Après avoir couvert plusieurs éruptions dans l’enclos du volcan depuis 1998 avec le Nikon F90X, le 15 janvier 2002 j’assiste enfin à la rencontre entre la lave et l’océan, fraîchement équipée de mon premier boîtier numérique pro, le Nikon D1.
Subjuguée par le spectacle nocturne qui s’offre à moi pour la première fois, je shoote. Mais sans aucune maîtrise du boîtier (automatisme diaph), au petit bonheur la chance et en jpeg. La faible qualité des images, passées à l’examen implacable des outils de post-traitement d’aujourd’hui, est très frustrante… Mais le souvenir de ce spectacle est malgré tout bel et bien figé en pixels (même s’il en manque quelques-uns !). Je travaille à ce moment-là pour le Journal de l’Ile, et voici l’article paru le lendemain :
Fabuleux, exceptionnel, inimaginable… Les mots sont faibles pour décrire l’ampleur du spectacle qui s’est joué lundi soir dans les flots, au pied de la coulée de la Vierge au Parasol et quasiment à huis clos. Le combat entre la lave et l’océan s’est déroulé à grand renfort d’explosions gazeuses et de bouillonnements écarlates, dans un dantesque nuage de vapeur rougeoyante et sous les yeux éberlués des quelques privilégiés ayant réussi à atteindre le site.
VK
Hier soir, ils n’étaient qu’une petite poignée de courageux spectateurs (les plus motivés, les plus téméraires et les plus résistants) à avoir réussi à franchir les kilomètres de bitume et les différents barrages de gendarmerie installés tout au long du parcours depuis le site de la coulée Citron Galet, et à avoir atteint le site tant désiré de la coulée éruptive; laquelle avait littéralement mangé le site de la Vierge au Parasol quelques heures auparavant, se jetant ensuite sans plus de formalités et avec presque quelque ironie dans l’océan. Mais nombreux sont ceux qui se sont découragés en cours de route, et qui, à pied, en moto ou en auto, ont rebroussé chemin, contribuant ainsi au monstrueux embouteillage généré par les automobilistes refoulés par les autorités. Enfin, pour ceux qui étaient finalement arrivés devant le long ruban de lave rougeoyante, il n’y avait alors plus que quelques mètres à descendre en la longeant par un petit sentier de pêcheur (assez abrupte sur la fin) pour rejoindre l’extrémité de la coulée. Et là, le choc était incontournable.
Un spectacle dantesque
Dans une atmosphère dantesque, gorgée de relents de gaz et de souffre qui se mêlaient aux parfums des embruns océaniques, le feu de la terre livrait un véritable combat avec l’élément liquide. Avançant dans l’océan, la puissance du rouleau de lave repoussait les vagues qui venaient s’échouer sur les rochers avoisinants. Un immense nuage de vapeur tourbillonnant et embrasé se dégageait de l’ensemble, conférant au site une allure jaune orangée surréaliste. Des explosions de gaz provoquaient d’étranges sifflements émaillés de bruits de bouillonnements, et se concrétisaient visuellement par des flammes aux reflets bleus et verts, et par des petites fontaines étincelantes jaillies de l’océan. En amont, la lave, épaisse mais relativement fluide, continuait d’avancer inexorablement, alimentant la masse qui s’épanchait dans l’océan.
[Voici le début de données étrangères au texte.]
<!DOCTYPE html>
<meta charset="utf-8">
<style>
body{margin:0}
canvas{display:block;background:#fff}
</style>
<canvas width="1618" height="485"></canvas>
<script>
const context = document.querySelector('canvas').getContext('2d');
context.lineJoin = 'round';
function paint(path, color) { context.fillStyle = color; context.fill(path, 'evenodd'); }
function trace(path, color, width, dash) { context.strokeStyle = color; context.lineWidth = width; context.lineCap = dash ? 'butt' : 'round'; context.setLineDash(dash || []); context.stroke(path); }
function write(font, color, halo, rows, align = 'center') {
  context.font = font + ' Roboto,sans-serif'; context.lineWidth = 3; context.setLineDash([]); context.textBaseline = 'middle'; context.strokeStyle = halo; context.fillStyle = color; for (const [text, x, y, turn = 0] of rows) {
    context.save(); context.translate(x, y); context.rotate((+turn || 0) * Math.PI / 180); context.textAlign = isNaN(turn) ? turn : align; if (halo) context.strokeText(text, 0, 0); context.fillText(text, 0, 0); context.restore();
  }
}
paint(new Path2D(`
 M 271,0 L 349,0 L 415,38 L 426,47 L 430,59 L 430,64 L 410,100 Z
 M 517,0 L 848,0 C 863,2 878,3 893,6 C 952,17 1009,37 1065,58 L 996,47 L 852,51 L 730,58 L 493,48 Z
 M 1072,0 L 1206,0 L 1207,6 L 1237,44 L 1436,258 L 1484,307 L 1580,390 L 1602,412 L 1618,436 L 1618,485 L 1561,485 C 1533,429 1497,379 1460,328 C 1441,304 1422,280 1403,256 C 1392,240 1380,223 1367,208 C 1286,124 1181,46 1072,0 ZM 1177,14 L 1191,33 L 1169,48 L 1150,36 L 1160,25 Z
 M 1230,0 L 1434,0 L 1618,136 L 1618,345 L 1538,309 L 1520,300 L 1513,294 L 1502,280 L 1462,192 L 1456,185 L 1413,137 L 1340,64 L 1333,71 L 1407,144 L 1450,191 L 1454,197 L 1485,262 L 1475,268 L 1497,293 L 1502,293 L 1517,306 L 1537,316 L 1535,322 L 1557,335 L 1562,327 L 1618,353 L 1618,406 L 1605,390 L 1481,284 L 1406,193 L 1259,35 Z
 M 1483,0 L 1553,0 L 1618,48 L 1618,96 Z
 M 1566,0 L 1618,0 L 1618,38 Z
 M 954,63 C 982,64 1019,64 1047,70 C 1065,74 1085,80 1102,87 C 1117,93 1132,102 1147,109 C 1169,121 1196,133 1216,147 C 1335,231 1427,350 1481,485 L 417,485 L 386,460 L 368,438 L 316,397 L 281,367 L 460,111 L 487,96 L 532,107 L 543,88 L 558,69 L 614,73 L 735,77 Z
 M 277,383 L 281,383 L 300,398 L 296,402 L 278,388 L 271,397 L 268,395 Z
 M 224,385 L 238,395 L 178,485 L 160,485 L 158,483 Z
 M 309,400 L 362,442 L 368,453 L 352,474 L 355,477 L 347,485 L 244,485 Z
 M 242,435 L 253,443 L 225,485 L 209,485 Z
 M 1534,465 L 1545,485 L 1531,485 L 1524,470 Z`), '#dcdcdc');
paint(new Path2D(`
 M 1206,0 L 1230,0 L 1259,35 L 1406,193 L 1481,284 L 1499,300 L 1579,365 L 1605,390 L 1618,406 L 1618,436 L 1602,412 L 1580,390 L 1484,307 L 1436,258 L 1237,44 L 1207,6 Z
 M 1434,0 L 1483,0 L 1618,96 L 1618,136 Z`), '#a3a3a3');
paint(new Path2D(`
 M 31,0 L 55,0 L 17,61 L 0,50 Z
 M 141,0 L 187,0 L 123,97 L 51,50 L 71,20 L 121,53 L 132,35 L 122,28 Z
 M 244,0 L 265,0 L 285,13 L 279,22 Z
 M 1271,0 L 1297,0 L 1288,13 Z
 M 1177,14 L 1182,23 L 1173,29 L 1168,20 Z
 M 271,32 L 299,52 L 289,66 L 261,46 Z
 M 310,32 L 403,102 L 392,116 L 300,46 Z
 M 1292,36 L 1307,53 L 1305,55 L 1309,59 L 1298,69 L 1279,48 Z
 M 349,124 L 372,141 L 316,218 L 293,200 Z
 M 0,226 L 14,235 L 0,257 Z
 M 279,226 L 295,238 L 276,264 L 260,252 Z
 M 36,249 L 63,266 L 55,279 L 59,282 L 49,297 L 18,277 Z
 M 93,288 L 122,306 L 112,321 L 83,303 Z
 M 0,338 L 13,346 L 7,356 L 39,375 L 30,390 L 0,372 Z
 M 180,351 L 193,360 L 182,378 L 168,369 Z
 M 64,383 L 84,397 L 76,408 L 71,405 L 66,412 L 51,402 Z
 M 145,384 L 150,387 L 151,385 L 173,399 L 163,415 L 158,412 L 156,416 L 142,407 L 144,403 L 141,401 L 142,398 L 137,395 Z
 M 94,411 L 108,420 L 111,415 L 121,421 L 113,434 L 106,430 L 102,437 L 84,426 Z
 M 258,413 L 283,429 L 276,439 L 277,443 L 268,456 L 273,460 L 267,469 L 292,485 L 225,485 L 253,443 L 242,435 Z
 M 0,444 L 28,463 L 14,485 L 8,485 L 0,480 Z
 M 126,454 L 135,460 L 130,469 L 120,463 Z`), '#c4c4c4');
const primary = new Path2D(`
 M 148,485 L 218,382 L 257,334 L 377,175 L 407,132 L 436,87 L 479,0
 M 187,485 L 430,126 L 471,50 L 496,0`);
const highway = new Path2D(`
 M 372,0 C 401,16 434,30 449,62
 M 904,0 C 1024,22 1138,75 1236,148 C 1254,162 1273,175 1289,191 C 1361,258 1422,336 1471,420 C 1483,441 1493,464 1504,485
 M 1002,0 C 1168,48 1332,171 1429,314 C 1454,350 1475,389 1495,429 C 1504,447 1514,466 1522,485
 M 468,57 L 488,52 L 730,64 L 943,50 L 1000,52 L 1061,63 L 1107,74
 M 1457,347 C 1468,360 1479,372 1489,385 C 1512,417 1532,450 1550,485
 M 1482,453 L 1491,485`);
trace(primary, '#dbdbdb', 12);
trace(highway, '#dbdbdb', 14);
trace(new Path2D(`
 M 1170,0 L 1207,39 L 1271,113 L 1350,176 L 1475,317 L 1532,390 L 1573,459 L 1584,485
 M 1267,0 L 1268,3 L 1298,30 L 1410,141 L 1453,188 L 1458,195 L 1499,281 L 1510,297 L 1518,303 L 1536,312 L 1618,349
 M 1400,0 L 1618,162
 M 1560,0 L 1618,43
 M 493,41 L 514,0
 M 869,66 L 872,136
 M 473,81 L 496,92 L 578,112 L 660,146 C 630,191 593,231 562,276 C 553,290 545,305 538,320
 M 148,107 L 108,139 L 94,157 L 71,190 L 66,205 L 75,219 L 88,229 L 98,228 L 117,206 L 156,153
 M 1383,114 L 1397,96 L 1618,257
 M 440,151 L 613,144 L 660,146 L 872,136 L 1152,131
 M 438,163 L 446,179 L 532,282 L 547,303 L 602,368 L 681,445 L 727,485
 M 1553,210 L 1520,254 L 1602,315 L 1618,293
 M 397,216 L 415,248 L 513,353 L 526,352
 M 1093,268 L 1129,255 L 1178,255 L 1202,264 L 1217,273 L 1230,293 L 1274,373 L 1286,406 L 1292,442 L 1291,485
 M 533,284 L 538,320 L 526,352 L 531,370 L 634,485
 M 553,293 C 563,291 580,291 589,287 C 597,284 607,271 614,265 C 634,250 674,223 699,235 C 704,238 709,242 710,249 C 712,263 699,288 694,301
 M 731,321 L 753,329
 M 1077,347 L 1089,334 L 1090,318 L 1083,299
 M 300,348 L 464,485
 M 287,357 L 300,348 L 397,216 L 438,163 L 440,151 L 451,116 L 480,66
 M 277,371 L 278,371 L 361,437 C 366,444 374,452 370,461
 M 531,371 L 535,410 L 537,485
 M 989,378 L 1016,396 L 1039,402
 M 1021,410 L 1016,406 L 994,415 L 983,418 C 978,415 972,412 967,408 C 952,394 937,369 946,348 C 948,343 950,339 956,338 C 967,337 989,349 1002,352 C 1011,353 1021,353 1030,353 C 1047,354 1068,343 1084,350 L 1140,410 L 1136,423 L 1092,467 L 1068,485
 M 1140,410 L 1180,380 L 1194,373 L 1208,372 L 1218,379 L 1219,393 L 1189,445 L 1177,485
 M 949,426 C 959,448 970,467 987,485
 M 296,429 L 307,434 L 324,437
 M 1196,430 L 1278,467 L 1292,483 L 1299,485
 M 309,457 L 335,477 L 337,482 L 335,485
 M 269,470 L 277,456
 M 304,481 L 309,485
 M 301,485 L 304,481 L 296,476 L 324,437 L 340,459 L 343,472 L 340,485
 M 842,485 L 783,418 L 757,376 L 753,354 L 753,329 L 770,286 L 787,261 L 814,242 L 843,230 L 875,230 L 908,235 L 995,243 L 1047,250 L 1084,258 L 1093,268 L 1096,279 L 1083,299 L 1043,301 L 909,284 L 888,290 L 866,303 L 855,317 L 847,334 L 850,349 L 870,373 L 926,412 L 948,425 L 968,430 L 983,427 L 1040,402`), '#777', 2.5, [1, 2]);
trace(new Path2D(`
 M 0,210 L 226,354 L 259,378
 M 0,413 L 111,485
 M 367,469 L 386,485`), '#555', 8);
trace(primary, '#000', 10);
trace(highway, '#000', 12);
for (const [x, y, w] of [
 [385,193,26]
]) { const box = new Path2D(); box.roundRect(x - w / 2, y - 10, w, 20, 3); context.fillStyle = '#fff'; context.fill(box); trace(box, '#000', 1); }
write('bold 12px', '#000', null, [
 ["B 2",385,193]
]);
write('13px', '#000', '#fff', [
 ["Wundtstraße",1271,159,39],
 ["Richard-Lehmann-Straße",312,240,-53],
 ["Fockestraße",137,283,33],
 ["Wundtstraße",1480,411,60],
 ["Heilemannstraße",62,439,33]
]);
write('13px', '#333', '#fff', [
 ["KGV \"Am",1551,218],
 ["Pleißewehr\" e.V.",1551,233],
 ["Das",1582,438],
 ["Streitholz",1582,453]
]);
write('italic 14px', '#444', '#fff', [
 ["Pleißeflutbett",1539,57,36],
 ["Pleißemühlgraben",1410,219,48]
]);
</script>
Après quelques cris et exclamations de surprise face à cette fabuleuse et incroyable confrontation des éléments, chacun s’asseyait sur un bord de roche, et devenu muet, se laissait aller dans une contemplation quasi religieuse de l’événement, prenant soudain conscience de la condition humaine et de son humilité. L’émotion était palpable. Au bout de quelques minutes, appareils photos et caméras sortaient finalement discrètement de leurs étuis, et avec un grand respect, figeaient pour l’éternité (et pour prouver que ça n’était pas un rêve) quelques images de ce spectacle exceptionnel.
Vous pouvez retrouver quelques photos extraites de cette éruption en cliquant ici. //VK (photos © Valérie Koch – Tous droits réservés)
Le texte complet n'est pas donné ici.